Your instructions ▸
Take each line of the entries below that contains "column" and copy it.
=== Begin Enclosure ===
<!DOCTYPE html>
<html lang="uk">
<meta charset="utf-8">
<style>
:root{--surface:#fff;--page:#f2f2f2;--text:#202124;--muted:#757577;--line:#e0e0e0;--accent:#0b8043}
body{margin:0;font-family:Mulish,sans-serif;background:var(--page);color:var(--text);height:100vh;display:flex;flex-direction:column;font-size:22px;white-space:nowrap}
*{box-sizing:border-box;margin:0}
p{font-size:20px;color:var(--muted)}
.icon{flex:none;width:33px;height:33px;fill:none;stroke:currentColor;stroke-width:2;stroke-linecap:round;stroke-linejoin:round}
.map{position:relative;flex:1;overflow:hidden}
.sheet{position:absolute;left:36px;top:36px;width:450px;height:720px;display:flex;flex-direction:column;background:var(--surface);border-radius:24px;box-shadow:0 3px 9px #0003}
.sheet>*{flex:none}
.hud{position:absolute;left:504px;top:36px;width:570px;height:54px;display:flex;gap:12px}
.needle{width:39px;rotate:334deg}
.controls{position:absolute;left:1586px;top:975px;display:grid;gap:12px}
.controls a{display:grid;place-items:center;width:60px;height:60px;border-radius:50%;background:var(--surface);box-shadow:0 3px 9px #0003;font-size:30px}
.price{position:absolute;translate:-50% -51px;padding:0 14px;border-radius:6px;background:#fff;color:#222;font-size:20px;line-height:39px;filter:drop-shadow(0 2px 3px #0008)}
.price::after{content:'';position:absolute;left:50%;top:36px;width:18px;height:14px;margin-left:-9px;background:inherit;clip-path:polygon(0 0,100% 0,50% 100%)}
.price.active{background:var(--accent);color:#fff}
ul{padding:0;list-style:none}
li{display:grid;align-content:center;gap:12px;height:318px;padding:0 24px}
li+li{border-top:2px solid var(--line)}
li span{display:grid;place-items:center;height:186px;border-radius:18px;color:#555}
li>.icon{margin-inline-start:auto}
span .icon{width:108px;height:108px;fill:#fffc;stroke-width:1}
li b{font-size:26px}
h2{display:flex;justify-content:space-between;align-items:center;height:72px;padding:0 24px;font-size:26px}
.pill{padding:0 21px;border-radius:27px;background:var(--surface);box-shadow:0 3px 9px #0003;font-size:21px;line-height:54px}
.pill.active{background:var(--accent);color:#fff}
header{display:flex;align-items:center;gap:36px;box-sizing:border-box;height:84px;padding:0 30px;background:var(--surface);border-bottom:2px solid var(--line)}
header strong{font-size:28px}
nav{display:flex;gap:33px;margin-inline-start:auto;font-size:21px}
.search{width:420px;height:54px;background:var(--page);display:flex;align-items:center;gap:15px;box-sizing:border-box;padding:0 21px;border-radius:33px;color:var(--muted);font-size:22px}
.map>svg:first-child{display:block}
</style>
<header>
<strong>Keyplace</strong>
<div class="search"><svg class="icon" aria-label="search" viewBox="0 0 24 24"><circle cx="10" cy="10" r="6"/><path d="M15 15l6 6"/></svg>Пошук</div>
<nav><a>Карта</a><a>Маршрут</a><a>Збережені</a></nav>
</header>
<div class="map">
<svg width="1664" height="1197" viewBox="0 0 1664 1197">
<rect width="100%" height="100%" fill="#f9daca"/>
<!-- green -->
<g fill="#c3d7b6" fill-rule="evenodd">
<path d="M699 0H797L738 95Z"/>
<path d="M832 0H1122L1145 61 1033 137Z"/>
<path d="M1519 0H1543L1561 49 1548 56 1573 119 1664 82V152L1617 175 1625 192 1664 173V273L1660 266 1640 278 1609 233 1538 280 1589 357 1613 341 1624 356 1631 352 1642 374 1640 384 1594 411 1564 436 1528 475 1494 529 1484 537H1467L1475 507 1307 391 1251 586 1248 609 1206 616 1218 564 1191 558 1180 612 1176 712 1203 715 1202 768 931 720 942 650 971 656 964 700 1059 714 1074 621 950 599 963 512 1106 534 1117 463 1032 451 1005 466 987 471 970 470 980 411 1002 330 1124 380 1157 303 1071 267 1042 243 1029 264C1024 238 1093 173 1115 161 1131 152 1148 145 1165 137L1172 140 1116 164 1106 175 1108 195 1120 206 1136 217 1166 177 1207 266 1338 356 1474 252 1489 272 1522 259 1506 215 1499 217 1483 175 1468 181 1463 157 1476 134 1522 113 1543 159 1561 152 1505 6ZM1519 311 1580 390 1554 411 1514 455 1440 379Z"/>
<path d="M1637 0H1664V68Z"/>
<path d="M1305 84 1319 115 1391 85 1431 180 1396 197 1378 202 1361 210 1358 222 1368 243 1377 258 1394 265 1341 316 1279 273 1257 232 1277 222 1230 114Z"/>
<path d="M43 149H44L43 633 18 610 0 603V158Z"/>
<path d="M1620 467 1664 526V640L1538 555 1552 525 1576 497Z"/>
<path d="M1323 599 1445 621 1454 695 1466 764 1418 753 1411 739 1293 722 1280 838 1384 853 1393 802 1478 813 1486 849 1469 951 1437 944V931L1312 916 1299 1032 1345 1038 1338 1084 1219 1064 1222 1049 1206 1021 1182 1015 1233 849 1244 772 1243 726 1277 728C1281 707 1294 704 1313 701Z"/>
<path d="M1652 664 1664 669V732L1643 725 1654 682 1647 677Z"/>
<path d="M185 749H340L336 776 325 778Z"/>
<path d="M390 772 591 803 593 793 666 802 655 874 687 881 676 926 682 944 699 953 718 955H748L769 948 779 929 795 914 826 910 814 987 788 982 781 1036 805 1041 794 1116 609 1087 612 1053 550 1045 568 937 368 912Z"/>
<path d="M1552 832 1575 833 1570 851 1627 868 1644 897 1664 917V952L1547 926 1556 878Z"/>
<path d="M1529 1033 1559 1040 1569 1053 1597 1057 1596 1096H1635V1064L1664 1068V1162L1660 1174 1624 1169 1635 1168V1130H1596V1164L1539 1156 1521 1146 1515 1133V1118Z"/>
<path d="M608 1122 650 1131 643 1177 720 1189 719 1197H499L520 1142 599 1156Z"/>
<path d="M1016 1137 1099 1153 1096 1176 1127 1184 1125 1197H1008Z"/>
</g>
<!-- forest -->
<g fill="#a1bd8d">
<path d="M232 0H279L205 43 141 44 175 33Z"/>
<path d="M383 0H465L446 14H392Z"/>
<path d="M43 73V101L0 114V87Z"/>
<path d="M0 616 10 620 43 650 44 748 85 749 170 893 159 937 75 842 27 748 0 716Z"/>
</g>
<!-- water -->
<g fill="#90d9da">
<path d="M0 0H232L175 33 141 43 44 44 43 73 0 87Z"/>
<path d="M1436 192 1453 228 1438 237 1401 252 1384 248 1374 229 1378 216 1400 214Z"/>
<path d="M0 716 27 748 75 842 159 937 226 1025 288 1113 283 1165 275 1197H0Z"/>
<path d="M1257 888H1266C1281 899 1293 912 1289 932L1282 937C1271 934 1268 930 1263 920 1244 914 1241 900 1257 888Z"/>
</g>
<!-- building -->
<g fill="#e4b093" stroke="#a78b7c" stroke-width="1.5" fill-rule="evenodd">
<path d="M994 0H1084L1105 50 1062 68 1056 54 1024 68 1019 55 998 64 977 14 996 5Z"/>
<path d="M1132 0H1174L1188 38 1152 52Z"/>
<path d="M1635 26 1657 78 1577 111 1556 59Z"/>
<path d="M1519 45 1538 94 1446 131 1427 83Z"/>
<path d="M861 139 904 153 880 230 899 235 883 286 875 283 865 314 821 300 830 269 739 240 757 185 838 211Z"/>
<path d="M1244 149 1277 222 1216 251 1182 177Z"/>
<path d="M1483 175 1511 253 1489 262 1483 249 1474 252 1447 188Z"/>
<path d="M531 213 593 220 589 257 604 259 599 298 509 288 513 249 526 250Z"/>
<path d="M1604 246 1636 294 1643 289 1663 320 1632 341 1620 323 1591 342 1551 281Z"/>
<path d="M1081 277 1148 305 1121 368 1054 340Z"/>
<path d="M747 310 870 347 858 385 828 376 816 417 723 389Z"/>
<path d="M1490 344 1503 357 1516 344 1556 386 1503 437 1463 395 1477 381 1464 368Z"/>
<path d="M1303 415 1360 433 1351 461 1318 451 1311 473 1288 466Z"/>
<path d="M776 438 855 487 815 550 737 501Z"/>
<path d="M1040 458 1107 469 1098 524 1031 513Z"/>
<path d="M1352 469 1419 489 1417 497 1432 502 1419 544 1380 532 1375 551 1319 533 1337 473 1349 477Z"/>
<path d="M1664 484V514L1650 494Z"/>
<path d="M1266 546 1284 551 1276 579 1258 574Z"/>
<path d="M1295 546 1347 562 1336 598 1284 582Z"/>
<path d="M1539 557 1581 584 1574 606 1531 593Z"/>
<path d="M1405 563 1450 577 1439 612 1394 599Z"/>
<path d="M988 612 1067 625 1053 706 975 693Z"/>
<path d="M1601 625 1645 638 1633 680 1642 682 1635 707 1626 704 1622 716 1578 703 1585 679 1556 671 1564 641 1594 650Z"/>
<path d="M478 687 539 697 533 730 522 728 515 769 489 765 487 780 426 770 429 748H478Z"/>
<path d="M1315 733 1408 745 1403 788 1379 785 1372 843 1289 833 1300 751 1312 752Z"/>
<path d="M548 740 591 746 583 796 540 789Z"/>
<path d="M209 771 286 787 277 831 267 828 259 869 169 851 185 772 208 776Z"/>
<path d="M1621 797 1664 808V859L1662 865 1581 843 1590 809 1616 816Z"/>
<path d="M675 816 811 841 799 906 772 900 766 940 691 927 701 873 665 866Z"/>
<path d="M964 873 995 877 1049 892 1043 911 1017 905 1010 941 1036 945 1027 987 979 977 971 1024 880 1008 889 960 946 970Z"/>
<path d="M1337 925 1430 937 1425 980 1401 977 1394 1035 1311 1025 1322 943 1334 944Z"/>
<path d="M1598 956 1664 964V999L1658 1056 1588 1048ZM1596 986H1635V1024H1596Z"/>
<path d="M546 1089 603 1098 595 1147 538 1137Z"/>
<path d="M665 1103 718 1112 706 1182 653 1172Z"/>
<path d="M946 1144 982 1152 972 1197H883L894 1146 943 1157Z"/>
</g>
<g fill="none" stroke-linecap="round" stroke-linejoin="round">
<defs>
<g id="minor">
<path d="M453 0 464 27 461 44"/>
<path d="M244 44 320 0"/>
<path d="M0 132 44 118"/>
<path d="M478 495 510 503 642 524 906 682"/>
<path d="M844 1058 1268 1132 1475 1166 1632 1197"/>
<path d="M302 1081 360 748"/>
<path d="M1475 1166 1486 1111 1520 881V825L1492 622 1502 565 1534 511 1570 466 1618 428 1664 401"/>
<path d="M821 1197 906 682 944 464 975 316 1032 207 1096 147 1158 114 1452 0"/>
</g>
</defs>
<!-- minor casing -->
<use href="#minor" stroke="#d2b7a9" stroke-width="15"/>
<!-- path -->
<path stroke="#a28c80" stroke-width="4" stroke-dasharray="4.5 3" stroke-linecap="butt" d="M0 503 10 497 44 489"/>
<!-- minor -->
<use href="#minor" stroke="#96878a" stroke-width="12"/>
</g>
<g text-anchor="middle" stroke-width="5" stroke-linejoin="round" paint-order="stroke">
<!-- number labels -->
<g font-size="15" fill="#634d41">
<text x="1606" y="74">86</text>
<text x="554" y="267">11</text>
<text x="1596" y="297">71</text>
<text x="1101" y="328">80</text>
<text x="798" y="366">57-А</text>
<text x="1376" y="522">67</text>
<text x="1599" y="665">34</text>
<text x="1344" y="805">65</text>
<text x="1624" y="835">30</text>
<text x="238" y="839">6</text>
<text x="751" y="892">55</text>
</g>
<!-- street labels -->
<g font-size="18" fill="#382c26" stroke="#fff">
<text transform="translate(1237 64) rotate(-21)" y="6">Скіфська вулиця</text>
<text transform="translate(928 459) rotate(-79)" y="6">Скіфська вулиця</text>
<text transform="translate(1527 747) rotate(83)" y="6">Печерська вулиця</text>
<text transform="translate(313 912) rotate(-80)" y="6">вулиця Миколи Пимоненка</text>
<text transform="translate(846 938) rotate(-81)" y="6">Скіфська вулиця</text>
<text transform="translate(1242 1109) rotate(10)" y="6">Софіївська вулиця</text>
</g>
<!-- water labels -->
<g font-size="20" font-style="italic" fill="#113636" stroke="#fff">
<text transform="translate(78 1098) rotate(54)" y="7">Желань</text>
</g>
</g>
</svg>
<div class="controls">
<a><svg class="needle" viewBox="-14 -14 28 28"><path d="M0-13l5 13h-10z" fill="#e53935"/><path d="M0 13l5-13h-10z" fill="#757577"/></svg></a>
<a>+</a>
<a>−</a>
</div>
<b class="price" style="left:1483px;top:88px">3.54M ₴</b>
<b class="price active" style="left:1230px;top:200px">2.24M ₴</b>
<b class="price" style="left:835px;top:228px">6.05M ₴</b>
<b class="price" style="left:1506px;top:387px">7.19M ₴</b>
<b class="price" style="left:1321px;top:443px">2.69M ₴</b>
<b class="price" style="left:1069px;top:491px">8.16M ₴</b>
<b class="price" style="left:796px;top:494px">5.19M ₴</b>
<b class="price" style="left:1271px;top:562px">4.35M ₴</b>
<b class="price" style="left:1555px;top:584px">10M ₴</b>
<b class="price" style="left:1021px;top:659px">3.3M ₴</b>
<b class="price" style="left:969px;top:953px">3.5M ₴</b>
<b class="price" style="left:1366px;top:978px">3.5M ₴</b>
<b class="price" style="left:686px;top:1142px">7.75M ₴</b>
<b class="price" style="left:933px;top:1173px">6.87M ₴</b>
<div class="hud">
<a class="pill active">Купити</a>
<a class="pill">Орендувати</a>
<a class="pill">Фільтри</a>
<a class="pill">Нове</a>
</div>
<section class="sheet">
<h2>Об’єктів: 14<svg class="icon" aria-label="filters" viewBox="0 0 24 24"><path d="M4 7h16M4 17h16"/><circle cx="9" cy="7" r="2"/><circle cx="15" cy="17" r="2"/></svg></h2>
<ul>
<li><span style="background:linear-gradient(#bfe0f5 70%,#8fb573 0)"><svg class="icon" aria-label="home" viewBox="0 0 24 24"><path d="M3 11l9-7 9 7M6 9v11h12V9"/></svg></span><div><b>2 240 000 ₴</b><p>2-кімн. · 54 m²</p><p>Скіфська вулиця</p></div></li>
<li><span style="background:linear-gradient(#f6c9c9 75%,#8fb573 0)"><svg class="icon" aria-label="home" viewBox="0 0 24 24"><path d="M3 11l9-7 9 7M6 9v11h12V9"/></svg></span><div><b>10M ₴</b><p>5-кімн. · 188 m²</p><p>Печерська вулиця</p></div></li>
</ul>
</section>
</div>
=== End Enclosure ===
Solution ▸
body{margin:0;font-family:Mulish,sans-serif;background:var(--page);color:var(--text);height:100vh;display:flex;flex-direction:column;font-size:22px;white-space:nowrap}
.sheet{position:absolute;left:36px;top:36px;width:450px;height:720px;display:flex;flex-direction:column;background:var(--surface);border-radius:24px;box-shadow:0 3px 9px #0003}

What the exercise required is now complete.